▸ **What the task asks**: Print out the full listing, exactly.

▸ **Material for this task**:
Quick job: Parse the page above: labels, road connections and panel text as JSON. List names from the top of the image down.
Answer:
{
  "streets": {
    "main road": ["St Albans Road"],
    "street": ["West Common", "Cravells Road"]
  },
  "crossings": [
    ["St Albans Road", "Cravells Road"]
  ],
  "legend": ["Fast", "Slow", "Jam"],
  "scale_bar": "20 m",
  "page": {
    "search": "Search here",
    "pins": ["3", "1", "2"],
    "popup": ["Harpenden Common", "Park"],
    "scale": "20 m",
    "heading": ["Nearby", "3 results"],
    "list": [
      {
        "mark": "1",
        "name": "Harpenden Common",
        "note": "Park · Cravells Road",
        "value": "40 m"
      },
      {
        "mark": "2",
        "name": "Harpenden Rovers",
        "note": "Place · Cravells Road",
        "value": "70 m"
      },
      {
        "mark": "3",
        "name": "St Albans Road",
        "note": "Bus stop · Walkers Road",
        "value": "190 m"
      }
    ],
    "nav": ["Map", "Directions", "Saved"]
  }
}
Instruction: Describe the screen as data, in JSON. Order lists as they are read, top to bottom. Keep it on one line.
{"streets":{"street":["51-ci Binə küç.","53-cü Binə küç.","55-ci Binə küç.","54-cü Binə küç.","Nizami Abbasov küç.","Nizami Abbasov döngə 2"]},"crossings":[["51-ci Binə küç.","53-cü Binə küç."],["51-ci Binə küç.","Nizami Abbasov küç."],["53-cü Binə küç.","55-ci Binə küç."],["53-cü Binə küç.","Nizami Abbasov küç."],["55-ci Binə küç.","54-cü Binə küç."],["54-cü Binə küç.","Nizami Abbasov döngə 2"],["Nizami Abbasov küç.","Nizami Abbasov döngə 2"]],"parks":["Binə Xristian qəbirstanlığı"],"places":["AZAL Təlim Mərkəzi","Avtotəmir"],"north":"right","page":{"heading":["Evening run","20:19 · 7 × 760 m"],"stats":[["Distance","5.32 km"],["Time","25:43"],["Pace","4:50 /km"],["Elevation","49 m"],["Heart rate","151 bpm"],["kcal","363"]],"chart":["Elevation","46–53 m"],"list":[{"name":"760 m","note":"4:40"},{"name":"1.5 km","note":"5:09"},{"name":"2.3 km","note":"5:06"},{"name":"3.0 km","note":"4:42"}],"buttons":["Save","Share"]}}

▸ **Completed task**:
Quick job: Parse the page above: labels, road connections and panel text as JSON. List names from the top of the image down.
Answer:
{
  "streets": {
    "main road": ["St Albans Road"],
    "street": ["West Common", "Cravells Road"]
  },
  "crossings": [
    ["St Albans Road", "Cravells Road"]
  ],
  "legend": ["Fast", "Slow", "Jam"],
  "scale_bar": "20 m",
  "page": {
    "search": "Search here",
    "pins": ["3", "1", "2"],
    "popup": ["Harpenden Common", "Park"],
    "scale": "20 m",
    "heading": ["Nearby", "3 results"],
    "list": [
      {
        "mark": "1",
        "name": "Harpenden Common",
        "note": "Park · Cravells Road",
        "value": "40 m"
      },
      {
        "mark": "2",
        "name": "Harpenden Rovers",
        "note": "Place · Cravells Road",
        "value": "70 m"
      },
      {
        "mark": "3",
        "name": "St Albans Road",
        "note": "Bus stop · Walkers Road",
        "value": "190 m"
      }
    ],
    "nav": ["Map", "Directions", "Saved"]
  }
}
Instruction: Describe the screen as data, in JSON. Order lists as they are read, top to bottom. Keep it on one line.
{"streets":{"street":["51-ci Binə küç.","53-cü Binə küç.","55-ci Binə küç.","54-cü Binə küç.","Nizami Abbasov küç.","Nizami Abbasov döngə 2"]},"crossings":[["51-ci Binə küç.","53-cü Binə küç."],["51-ci Binə küç.","Nizami Abbasov küç."],["53-cü Binə küç.","55-ci Binə küç."],["53-cü Binə küç.","Nizami Abbasov küç."],["55-ci Binə küç.","54-cü Binə küç."],["54-cü Binə küç.","Nizami Abbasov döngə 2"],["Nizami Abbasov küç.","Nizami Abbasov döngə 2"]],"parks":["Binə Xristian qəbirstanlığı"],"places":["AZAL Təlim Mərkəzi","Avtotəmir"],"north":"right","page":{"heading":["Evening run","20:19 · 7 × 760 m"],"stats":[["Distance","5.32 km"],["Time","25:43"],["Pace","4:50 /km"],["Elevation","49 m"],["Heart rate","151 bpm"],["kcal","363"]],"chart":["Elevation","46–53 m"],"list":[{"name":"760 m","note":"4:40"},{"name":"1.5 km","note":"5:09"},{"name":"2.3 km","note":"5:06"},{"name":"3.0 km","note":"4:42"}],"buttons":["Save","Share"]}}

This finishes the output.